WHAT TO WORK ON
Only the lines from the start of the entries through the line with "function fillPath(path, color)" are wanted; please output them exactly.

[[ DATA UNDER STUDY open ]]

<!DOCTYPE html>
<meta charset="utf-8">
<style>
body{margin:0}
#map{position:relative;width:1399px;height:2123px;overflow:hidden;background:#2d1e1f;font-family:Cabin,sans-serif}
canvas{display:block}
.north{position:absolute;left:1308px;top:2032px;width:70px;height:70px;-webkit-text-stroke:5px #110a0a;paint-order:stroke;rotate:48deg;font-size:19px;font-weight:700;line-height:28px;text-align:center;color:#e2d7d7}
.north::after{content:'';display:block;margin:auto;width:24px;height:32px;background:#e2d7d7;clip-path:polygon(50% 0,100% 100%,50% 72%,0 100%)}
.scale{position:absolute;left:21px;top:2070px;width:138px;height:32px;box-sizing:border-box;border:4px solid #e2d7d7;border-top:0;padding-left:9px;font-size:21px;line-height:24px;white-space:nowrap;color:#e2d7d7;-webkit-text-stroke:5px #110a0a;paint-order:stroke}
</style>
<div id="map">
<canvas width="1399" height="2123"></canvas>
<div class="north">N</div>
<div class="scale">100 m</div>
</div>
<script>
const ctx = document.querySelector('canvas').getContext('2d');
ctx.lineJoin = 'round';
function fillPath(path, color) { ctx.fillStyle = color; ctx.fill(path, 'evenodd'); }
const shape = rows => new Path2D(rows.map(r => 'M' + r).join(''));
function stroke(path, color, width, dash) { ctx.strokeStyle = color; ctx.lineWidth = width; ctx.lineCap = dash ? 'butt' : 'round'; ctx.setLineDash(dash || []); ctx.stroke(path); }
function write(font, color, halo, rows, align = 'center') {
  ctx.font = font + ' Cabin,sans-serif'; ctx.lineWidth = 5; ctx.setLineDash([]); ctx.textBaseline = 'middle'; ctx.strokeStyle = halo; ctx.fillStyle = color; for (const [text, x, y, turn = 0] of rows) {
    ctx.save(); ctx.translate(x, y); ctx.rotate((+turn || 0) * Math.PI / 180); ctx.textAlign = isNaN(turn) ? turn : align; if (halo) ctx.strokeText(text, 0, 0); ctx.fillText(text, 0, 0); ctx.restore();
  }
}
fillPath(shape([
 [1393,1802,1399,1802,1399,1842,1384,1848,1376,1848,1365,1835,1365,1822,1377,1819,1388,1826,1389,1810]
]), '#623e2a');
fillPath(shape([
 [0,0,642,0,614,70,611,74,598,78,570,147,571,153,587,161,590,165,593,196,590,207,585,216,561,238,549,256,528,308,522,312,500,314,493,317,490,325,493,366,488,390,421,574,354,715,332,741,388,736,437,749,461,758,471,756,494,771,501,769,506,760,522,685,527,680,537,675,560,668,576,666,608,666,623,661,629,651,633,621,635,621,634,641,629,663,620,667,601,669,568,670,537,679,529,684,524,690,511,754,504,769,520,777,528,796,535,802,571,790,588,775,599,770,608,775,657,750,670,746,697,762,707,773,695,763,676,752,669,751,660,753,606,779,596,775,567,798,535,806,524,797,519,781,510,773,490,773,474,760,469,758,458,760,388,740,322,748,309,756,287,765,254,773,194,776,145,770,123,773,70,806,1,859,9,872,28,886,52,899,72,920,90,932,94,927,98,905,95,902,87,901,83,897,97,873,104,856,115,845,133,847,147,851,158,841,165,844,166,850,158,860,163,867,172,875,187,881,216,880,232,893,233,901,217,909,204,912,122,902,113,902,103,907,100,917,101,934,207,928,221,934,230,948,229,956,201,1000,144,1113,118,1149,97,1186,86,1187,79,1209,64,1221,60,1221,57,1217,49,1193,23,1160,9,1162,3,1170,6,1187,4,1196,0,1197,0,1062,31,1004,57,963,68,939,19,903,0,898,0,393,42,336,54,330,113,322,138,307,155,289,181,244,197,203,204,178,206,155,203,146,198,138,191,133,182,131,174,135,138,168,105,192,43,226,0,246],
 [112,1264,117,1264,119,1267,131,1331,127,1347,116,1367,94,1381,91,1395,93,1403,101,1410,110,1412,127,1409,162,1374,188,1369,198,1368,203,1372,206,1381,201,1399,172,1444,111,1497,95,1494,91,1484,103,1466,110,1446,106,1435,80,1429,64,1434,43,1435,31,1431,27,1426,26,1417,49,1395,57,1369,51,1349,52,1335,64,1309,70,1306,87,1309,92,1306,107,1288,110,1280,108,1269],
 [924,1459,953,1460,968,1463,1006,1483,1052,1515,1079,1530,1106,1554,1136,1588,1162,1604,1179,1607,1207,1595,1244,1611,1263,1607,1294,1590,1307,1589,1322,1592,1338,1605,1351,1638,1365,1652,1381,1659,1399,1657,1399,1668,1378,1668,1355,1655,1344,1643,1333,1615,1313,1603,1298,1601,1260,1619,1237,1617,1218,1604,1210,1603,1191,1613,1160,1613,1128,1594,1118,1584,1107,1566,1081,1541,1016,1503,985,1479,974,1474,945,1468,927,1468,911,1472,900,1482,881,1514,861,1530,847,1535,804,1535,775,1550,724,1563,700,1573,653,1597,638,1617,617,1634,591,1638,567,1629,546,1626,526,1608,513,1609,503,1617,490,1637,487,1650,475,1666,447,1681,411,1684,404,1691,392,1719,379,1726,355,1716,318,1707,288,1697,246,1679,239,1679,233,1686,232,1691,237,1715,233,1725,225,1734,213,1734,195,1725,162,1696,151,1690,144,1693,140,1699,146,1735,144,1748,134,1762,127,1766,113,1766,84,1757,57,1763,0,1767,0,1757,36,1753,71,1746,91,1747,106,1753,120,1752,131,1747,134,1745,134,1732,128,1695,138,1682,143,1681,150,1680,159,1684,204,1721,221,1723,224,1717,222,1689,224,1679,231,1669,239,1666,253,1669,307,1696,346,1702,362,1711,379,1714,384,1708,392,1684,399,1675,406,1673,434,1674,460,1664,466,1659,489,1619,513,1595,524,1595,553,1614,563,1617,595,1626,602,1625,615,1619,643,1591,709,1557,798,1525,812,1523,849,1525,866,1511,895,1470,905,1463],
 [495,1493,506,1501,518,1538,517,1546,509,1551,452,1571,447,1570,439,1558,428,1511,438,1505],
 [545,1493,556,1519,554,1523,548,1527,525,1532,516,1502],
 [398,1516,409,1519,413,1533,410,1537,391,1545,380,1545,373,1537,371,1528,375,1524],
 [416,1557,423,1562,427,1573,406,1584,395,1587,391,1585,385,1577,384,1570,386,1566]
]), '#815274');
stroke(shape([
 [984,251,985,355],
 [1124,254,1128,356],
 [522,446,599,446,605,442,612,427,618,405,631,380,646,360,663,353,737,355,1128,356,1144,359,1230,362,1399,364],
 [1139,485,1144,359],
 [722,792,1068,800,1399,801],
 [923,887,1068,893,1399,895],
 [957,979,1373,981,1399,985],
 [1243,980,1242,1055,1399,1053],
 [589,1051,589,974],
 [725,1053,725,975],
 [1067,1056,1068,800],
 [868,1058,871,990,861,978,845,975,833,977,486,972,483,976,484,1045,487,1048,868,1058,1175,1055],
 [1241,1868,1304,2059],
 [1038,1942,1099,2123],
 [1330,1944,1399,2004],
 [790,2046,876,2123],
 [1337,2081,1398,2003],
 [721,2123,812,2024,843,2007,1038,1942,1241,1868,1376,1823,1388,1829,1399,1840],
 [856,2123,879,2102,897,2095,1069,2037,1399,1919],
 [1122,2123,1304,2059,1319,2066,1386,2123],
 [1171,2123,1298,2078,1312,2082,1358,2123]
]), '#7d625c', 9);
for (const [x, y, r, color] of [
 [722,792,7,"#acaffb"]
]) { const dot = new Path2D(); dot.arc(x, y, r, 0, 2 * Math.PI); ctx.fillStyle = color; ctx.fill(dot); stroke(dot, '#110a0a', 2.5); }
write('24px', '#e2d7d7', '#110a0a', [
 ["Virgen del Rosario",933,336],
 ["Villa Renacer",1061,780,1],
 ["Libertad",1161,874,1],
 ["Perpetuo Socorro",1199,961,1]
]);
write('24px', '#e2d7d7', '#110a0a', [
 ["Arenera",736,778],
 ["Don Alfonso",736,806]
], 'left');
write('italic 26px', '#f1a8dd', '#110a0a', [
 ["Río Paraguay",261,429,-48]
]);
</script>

[[ DATA UNDER STUDY closed ]]

EXERCISE ANSWER
<!DOCTYPE html>
<meta charset="utf-8">
<style>
body{margin:0}
#map{position:relative;width:1399px;height:2123px;overflow:hidden;background:#2d1e1f;font-family:Cabin,sans-serif}
canvas{display:block}
.north{position:absolute;left:1308px;top:2032px;width:70px;height:70px;-webkit-text-stroke:5px #110a0a;paint-order:stroke;rotate:48deg;font-size:19px;font-weight:700;line-height:28px;text-align:center;color:#e2d7d7}
.north::after{content:'';display:block;margin:auto;width:24px;height:32px;background:#e2d7d7;clip-path:polygon(50% 0,100% 100%,50% 72%,0 100%)}
.scale{position:absolute;left:21px;top:2070px;width:138px;height:32px;box-sizing:border-box;border:4px solid #e2d7d7;border-top:0;padding-left:9px;font-size:21px;line-height:24px;white-space:nowrap;color:#e2d7d7;-webkit-text-stroke:5px #110a0a;paint-order:stroke}
</style>
<div id="map">
<canvas width="1399" height="2123"></canvas>
<div class="north">N</div>
<div class="scale">100 m</div>
</div>
<script>
const ctx = document.querySelector('canvas').getContext('2d');
ctx.lineJoin = 'round';
function fillPath(path, color) { ctx.fillStyle = color; ctx.fill(path, 'evenodd'); }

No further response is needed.